Posts Tagged ‘AIM’

Caldwell UNC Healthcare Embedded Case Managers Count Outreach, Not Cases

October 2nd, 2014 by Patricia Donovan

embedded case management

Visibility is the embedded case manager's greatest asset.

A frequently sought metric in case management is the optimal case load. However, embedded case managers at Caldwell UNC Healthcare don’t count cases, they count outreach, explains Melanie Fox, director of Caldwell Physician Network’s Embedded Case Management program.

For Ms. Fox’s team of case managers embedded in seven primary care practices and two work sites, outreach is mostly telephonic, but may also include visits to patients’ homes if they see the need.

“We will do anything to make sure patients get to where they need to be. A lot of our home visits occur because of confusion with medications,” she explained during Embedded Case Management in Primary Care and Work Sites: Referral, Stratification and Protocols, a September 2014 webinar now available on-demand.

Typically, the embedded case management team averages about a thousand outreaches per month, Ms. Fox estimates. Telephonically, they reach almost all patients within 48 hours of discharge, and most ED discharges, running down a multi-item checklist, from medication and home health needs to scheduled follow-up appointments and advanced illness management (AIM), formerly referred to as palliative care, which was frequently misunderstood as strictly hospice, she noted.

Caldwell is working to establish that reporting linkage with skilled nursing facilities as well.

Medication is a large part of that telephonic conversation, Ms.

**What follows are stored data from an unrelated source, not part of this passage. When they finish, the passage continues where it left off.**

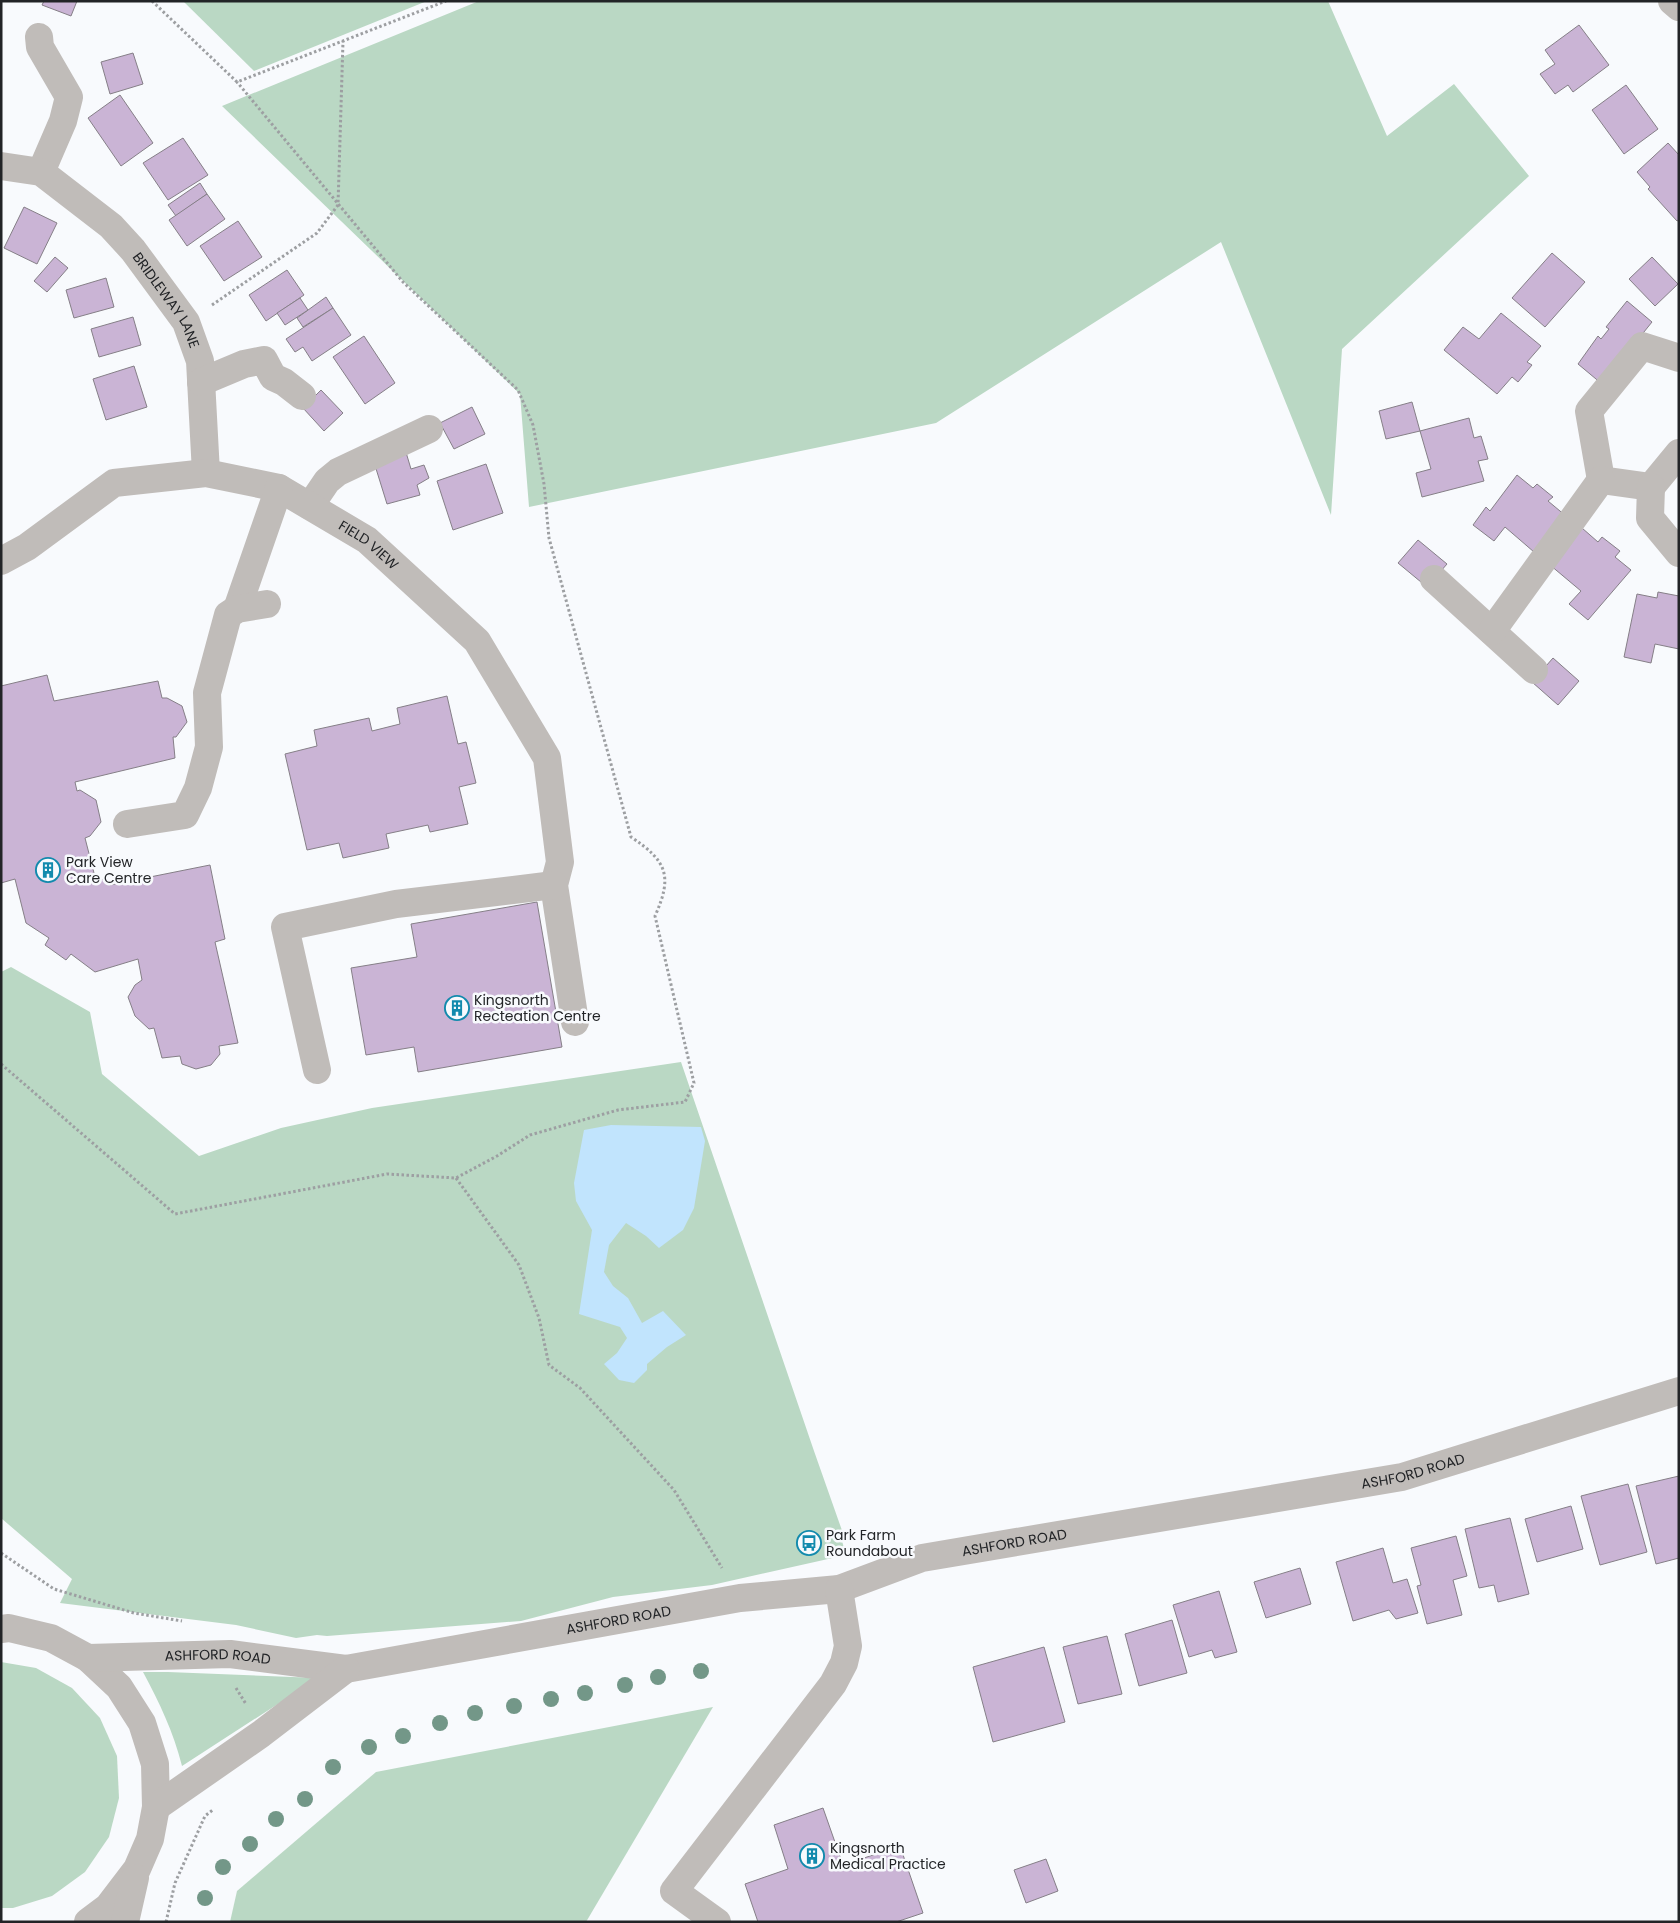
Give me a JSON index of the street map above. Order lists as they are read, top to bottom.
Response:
{
  "streets": {
    "street": ["BRIDLEWAY LANE", "FIELD VIEW", "ASHFORD ROAD"]
  },
  "crossings": [
    ["BRIDLEWAY LANE", "FIELD VIEW"]
  ],
  "places": {
    "building": ["Park View Care Centre", "Kingsnorth Recteation Centre", "Kingsnorth Medical Practice"],
    "bus stop": ["Park Farm Roundabout"]
  }
}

Fox adds, as is a focus on new Transition Care Management Codes, where practices can be reimbursed for non-face-to-face care provided when patients transition from an acute care setting back into the community.

The visibility of embedded case managers in a practice is a great asset to both providers and patients, she says. “We seem to be more accepted by providers, staff and patients because they see us as part of the team.”

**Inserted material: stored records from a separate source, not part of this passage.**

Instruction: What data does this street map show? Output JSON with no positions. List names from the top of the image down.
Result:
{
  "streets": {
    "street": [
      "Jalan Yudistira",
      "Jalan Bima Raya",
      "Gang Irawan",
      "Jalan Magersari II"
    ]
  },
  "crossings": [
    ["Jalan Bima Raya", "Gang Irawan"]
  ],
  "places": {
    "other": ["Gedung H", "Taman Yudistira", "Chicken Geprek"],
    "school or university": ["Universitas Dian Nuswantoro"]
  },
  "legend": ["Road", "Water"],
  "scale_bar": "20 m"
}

At the two work sites, the case manager works alongside a nurse practitioner, where the goals are preventive care and chronic disease management.

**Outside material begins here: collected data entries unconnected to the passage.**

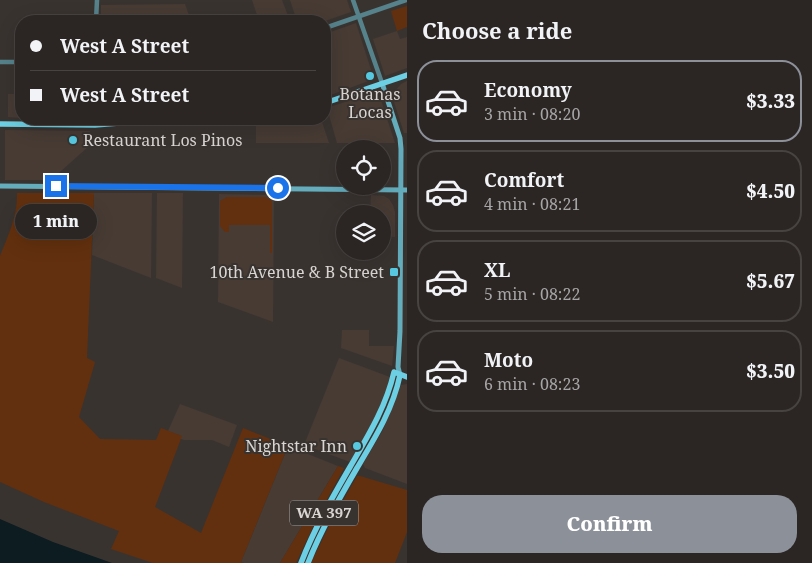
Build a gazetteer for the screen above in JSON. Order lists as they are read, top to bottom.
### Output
{
  "streets": {
    "main road": ["WA 397"]
  },
  "places": {
    "other": ["Botanas Locas", "Restaurant Los Pinos", "Nightstar Inn"],
    "transit": ["10th Avenue & B Street"]
  },
  "page": {
    "heading": "Choose a ride",
    "banner": ["West A Street", "West A Street"],
    "list": [
      {
        "name": "Economy",
        "note": "3 min · 08:20",
        "value": "$3.33"
      },
      {
        "name": "Comfort",
        "note": "4 min · 08:21",
        "value": "$4.50"
      },
      {
        "name": "XL",
        "note": "5 min · 08:22",
        "value": "$5.67"
      },
      {
        "name": "Moto",
        "note": "6 min · 08:23",
        "value": "$3.50"
      }
    ],
    "bubble": "1 min",
    "buttons": "Confirm"
  }
}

With extensive RN experience in home health and schooled in the Geisinger Healthcare System model of embedded case management known as ProvenHealth Navigator℠, Ms. Fox joined Caldwell three years ago to develop and launch the program. Referrals to embedded case managers come from hospital discharge and ED reports, as well as provider and even self-referrals.

Although relatively new, Caldwell’s embedded case management approach has helped to halve 30-day hospital readmissions in its Medicare population— from 19.16 percent in second quarter 2012 to 9.09 percent in fourth quarter 2013, she said. Buoyed by this success, Ms. Fox’s team is targeting ED visits as its next metric.

During the program, Ms. Fox also shared six qualities of an effective embedded case manager, advantages of embedding case managers in care sites, and tactics for engaging physicians and staff in the embedded model.